Christoph Huber ist ein Mitbegründer von BioNTech und seit 2008 Mitglied des Aufsichtsrates. Huber verfügt über mehr als 50 Jahre Berufserfahrung in der Hämatologie, Onkologie und Immunologie. Von 1990 bis 2009 war er Vorsitzender der Abteilung für Hämatologie und Onkologie an der Johannes-Gutenberg-Universität Mainz und ist seit 2009 emeritierter Vorsitzender der Abteilung für Hämatologie und Onkologie. Huber war außerdem Mitbegründer der Ganymed Pharmaceuticals AG, heute eine Tochtergesellschaft von Astellas. Er erwarb seinen Doktortitel an der Universität Innsbruck. brutkasten hat mit ihm im Rahmen der FTI-Konferenz „Starke Forschung – Starker Standort“ der Wirtschaftskammer Österreich gesprochen.


brutkasten: Was braucht es aus Ihrer Sicht, damit die Kombination aus Forschung und Wirtschaft gut funktioniert?

Christoph Huber: Es braucht Menschen auf beiden Seiten, es braucht wertvolle Inhalte und es braucht die Bereitschaft dieser beiden komplementären Komponenten voneinander zu lernen und sich auf ein gemeinsames Ziel zu einigen. Das ist trivial, aber nicht einfach. Die Lebenserfahrung in diesem Gebiet ist, dass beide Seiten denken, sie sind die Wichtigere (lacht).

Derjenige, der die Sendung und den Inhalt trägt, hat verständlicherweise eine sehr hohe Meinung von der Bedeutung, aber die Professionalität, das umzusetzen, ist meistens nicht ausreichend. Die Wirtschaft weiß, dass sie Unternehmertum und das Kapital kontrolliert. Daher denkt sie häufig, dass sie die Einzigen sind, die wirklich wichtig sind. Man muss sich gegenseitig prüfen, ob es der Andere wirklich kann und Wert ist. Aus diesem Prozess entsteht häufig eine wirkliche Zusammenarbeit, welche die Entwicklung der Idee und deren Umsetzung bis zu Produkten für Menschen verwirklicht.

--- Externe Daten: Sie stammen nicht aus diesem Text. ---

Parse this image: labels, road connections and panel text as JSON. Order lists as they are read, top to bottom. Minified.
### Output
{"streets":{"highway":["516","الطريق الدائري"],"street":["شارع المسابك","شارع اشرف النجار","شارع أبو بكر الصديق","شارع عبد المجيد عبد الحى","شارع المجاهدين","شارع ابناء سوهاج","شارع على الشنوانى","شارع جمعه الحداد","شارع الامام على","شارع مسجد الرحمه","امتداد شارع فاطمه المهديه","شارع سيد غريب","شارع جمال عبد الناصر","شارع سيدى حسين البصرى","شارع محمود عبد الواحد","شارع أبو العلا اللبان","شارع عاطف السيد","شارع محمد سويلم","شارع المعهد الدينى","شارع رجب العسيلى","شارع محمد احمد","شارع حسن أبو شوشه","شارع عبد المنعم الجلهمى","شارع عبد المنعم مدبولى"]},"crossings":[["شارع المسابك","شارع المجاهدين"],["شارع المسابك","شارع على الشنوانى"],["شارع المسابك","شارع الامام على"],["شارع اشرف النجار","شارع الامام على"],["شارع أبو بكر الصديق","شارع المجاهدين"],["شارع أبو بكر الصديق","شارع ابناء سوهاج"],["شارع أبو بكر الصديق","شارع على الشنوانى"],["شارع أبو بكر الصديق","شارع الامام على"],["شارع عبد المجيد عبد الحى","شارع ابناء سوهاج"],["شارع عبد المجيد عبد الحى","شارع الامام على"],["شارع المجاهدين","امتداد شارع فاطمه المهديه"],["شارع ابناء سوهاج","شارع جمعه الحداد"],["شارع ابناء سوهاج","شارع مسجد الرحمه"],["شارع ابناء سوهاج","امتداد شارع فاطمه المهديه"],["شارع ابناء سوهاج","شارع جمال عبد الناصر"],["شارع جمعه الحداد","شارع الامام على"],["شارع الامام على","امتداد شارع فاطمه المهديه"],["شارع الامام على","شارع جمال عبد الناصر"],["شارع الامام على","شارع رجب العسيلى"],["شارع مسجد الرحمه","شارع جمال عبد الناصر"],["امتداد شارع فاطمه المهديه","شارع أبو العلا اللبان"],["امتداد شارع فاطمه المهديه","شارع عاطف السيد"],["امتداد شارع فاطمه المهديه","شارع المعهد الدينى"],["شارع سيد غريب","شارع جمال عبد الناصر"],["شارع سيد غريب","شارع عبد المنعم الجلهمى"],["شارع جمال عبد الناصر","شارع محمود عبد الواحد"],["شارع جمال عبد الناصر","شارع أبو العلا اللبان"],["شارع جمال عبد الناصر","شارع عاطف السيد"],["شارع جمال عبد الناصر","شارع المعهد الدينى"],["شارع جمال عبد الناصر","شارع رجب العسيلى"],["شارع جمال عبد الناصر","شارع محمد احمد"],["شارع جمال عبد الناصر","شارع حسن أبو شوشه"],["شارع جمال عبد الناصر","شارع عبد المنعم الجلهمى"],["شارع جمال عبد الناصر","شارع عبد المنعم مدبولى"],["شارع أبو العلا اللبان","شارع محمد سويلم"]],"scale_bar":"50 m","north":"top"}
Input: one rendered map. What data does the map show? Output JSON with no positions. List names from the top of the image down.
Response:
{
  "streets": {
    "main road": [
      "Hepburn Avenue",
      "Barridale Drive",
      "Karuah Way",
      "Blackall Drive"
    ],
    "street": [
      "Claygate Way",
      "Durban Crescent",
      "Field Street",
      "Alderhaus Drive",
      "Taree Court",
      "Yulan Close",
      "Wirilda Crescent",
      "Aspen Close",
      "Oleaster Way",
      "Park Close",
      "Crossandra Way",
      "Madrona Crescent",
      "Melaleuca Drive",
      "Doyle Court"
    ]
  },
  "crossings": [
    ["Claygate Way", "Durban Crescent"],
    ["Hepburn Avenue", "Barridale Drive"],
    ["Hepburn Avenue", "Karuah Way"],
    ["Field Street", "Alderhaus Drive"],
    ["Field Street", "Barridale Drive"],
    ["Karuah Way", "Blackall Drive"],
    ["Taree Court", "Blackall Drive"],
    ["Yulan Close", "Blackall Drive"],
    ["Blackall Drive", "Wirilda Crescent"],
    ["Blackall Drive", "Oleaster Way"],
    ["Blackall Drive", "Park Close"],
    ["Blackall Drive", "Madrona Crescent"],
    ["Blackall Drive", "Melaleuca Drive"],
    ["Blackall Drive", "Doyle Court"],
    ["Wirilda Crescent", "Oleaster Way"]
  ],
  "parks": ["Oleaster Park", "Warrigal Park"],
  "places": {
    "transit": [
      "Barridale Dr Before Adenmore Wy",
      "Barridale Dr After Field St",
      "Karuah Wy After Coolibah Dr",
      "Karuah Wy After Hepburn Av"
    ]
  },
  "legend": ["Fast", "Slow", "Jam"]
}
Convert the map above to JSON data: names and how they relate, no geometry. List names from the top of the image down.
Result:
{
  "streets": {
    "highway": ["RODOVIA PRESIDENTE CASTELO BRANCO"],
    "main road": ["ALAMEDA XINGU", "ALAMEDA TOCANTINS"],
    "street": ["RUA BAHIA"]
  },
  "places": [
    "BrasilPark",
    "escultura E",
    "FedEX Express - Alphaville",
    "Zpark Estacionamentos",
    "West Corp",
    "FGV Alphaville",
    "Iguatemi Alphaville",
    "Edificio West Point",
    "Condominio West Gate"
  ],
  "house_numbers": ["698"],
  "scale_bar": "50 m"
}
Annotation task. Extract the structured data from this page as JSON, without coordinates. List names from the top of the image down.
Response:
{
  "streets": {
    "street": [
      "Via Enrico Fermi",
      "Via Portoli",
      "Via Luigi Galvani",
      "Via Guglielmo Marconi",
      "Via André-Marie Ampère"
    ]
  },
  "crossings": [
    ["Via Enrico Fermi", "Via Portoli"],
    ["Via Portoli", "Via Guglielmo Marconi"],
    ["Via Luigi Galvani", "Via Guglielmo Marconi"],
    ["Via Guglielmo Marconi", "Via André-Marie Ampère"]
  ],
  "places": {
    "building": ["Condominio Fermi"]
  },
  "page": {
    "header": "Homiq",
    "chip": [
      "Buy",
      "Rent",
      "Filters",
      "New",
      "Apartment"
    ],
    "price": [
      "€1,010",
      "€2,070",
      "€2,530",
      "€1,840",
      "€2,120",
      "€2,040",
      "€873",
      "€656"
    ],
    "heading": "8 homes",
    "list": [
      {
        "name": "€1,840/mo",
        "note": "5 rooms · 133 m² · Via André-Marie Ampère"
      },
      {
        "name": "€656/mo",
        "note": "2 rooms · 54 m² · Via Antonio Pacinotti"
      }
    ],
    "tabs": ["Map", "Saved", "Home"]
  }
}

Sehen Sie Europa aktuell auf einem guten oder eher einem schlechtem Weg?

Europa ist reich an Personen, Ideen und Patenten. Allerdings ist es viel weniger erfolgreich in der Umsetzung und in der Sicherung der Wertschöpfung.

Wie kann man denn aus Ihrer Sicht die Wertschöpfung in Europa sichern?

Der absolut entscheidende Punk zwischen früher Förderung und Exit-Deals, die tödliche Zone, ist, wo man auf Risikokapital angewiesen ist. Die Bereitschaft und Stärke des Risikokapitals in den USA ist im Vergleich zu Europa erschütternd groß. Pro Kopf gibt es vier- bis siebenmal mehr Risikokapital in den USA. Das zusammen mit einer höheren Risikobereitschaft ist dafür verantwortlich, dass zahllose hochrangige Patente der Spitzenforschung viel weniger in Europa genutzt werden. Es wandert schlichtweg ab – eigene Lebenserfahrung. Ich habe viele Unternehmen mitbegründet, BioNTech beispielsweise. Wo sind wir an die Börse gegangen? In den USA. Warum? Weil wir es mussten.

(c) WKÖ/Marek Knopp

Muss die EU mehr Geld investieren um den Wirtschaftsstandort zu schützen?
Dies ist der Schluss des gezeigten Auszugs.